Rather than entertaining the notion that a lack of market demand
doomed the vehicles, “Now” instead pushed filmmaker Chris Paine’s
arguments that the “clean” car’s demise was the result of a sinister
plot by GM and Big Oil. That film, “Who Killed the Electric Car,” is
scheduled for a June 28 release in New York and Los Angeles.
Looking into the demise of the electric car, Paine said, he began
“to realize that something really had happened. That it was foul
play.”
“Foul play implicated in the death of these cars,” Brancaccio asked.
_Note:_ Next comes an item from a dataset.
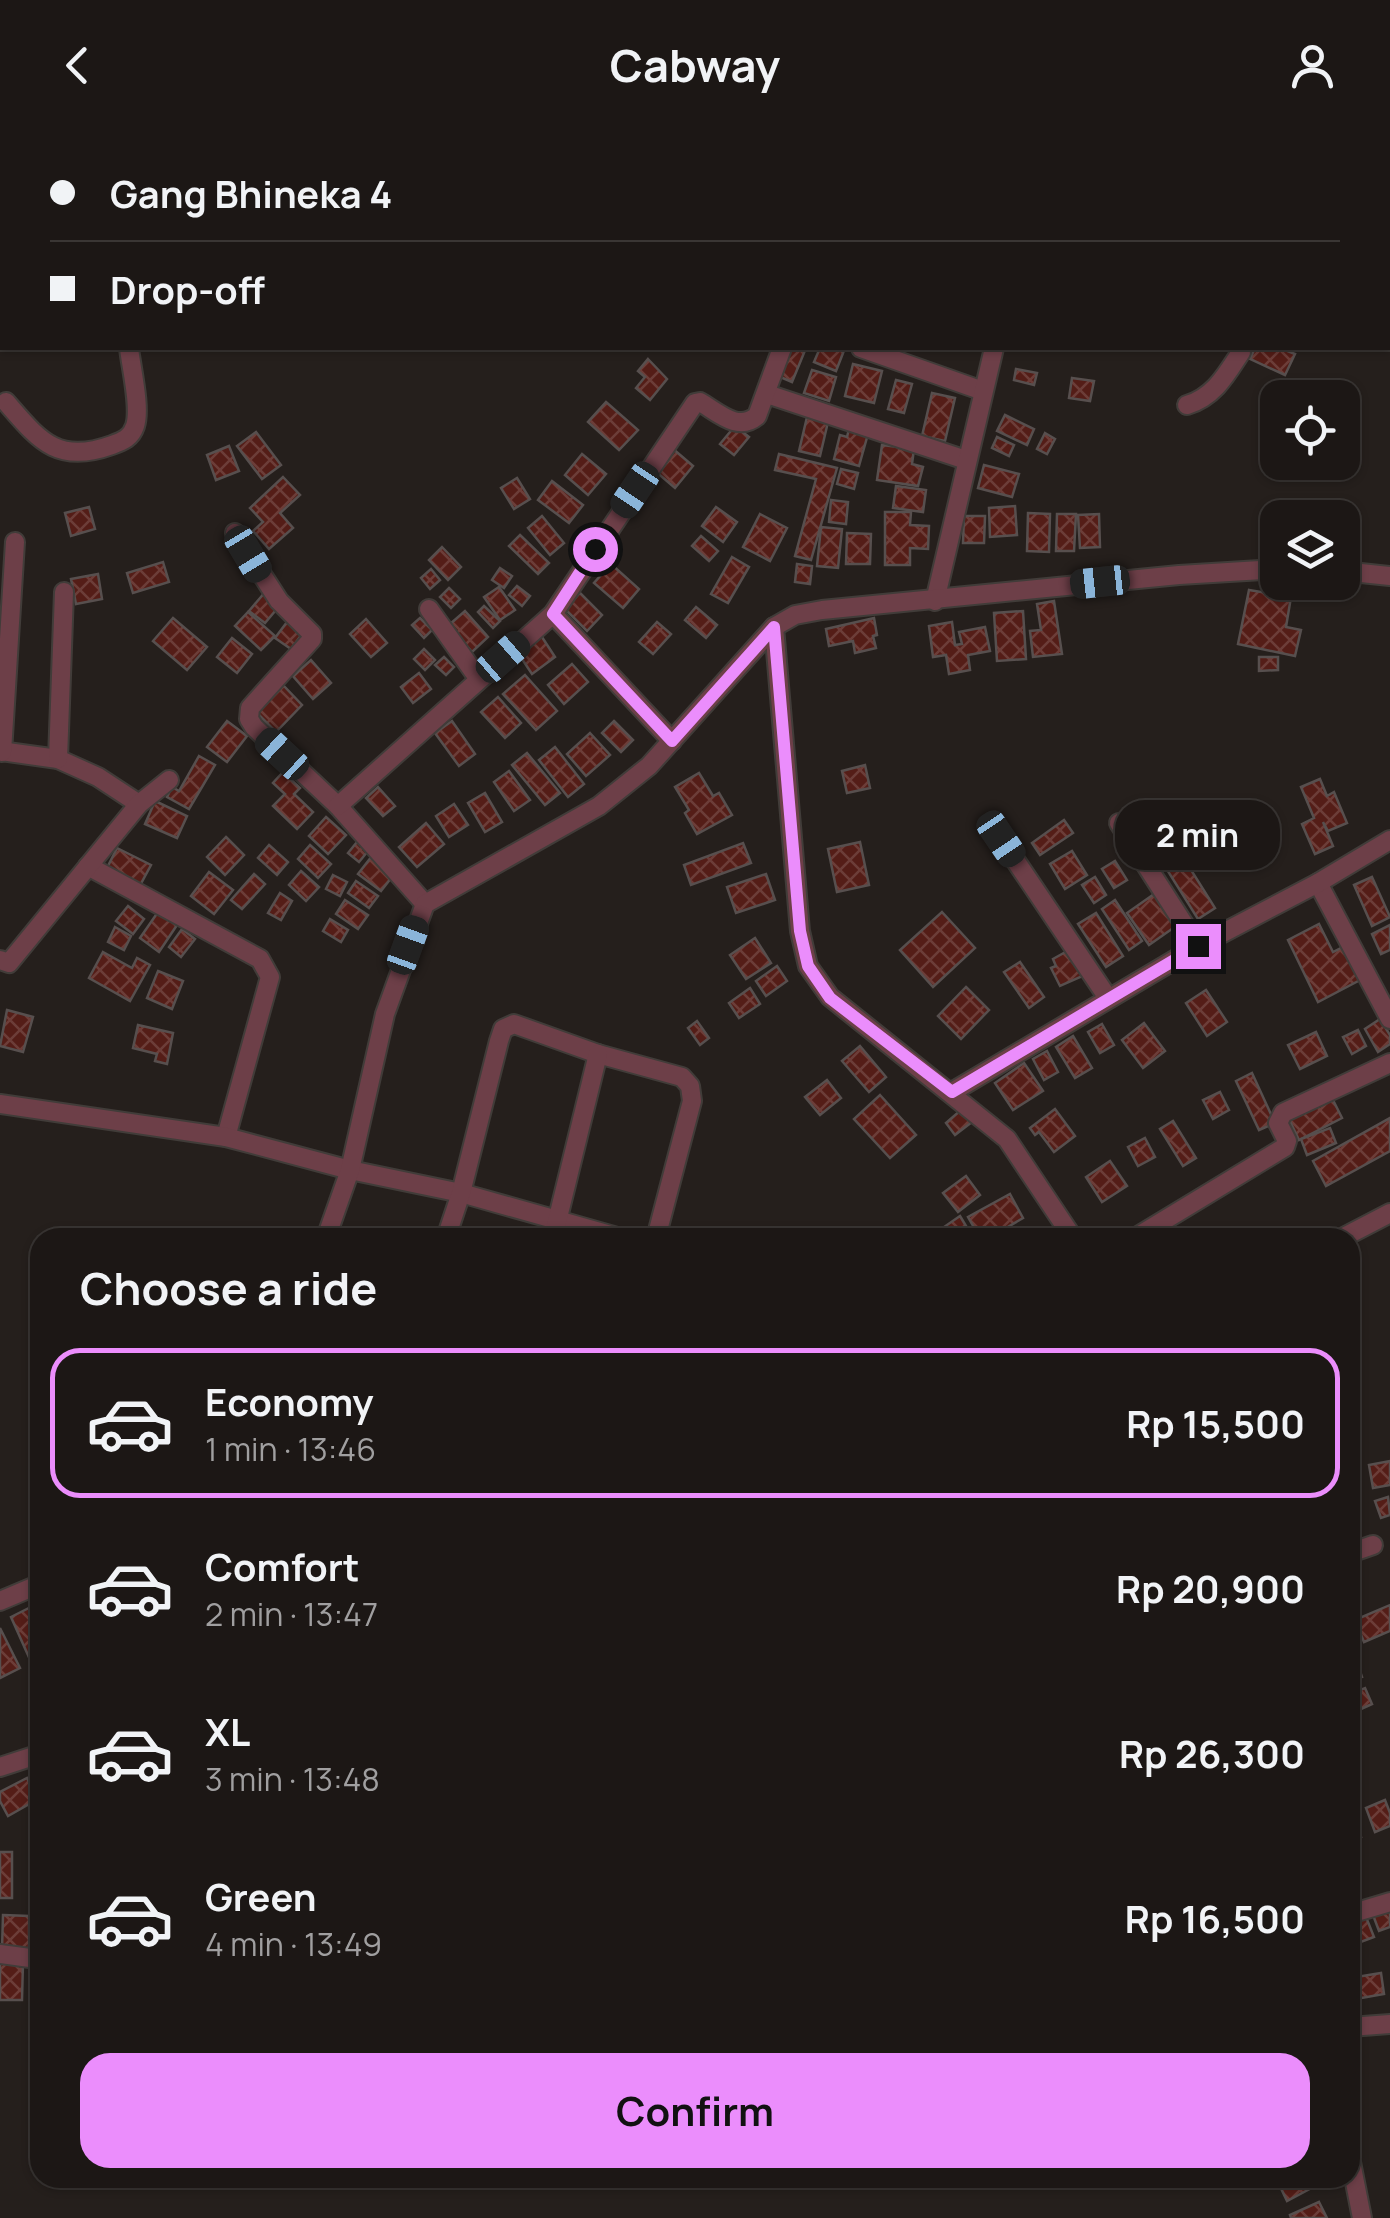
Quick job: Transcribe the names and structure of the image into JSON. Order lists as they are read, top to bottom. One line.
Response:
{"page":{"header":"Cabway","banner":["Gang Bhineka 4","Drop-off"],"bubble":"2 min","heading":"Choose a ride","list":[{"name":"Economy","note":"1 min · 13:46","value":"Rp 15,500"},{"name":"Comfort","note":"2 min · 13:47","value":"Rp 20,900"},{"name":"XL","note":"3 min · 13:48","value":"Rp 26,300"},{"name":"Green","note":"4 min · 13:49","value":"Rp 16,500"}],"buttons":"Confirm"}}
But the real “foul play” here, or what Paine called “spin,” was what
amounted to a 30-minute PBS promo for the latest left-wing film
coming out of Hollywood.
Paine explained, “The idea of the film is why is it so hard for us
to get off of oil,” adding, “whenever you have big change, there's
big forces that say, ‘No, no, no, we don't want the change.’
But those big forces aren’t shady executives in a back room. They’re
consumers who never warmed to a vehicle that was inconvenient to
recharge, despite tax credits offered for electric vehicles.
According to the General Motors (NYSE: GM)
Web site, the
GM-produced EV1 ran on a lead acid battery requiring a “5 to 6
hour charge” on which the driver could expect a “driving range of
“55 to 95 miles.” Or a nickel-metal hydride battery which gave a
75-130 mile range with a 6-8 hour charge. The Toyota Rav4EV, an
electric version of its gasoline-powered SUV, achieved only 100-125
miles per charging, according to a
Toyota press release.
Either way, the mileage and refueling limitations were hardly a
selling-point for busy Americans. Long road trips or weekends
running numerous errands would be next to impossible to accomplish.
As GM stated on its Web site, it “learned that new technologies need
a supporting infrastructure – an issue that must be addressed before
fuel cells” like those running on hydrogen, “can hit the streets.”
And while Paine complained to Brancaccio about tax credits for SUVs
for small business owners, the government did actively encourage
electric vehicles with tax incentives. According to the federal
government Web site fueleconomy.gov, electric vehicles used to
qualify their owners for a one-time
$4,000 tax credit
before being phased down to $1,000 in 2006. By contrast, hybrids in
service prior to 2006 are worth only a $2,000 tax deduction, while
newer hybrids account for at most a $3,400 tax credit.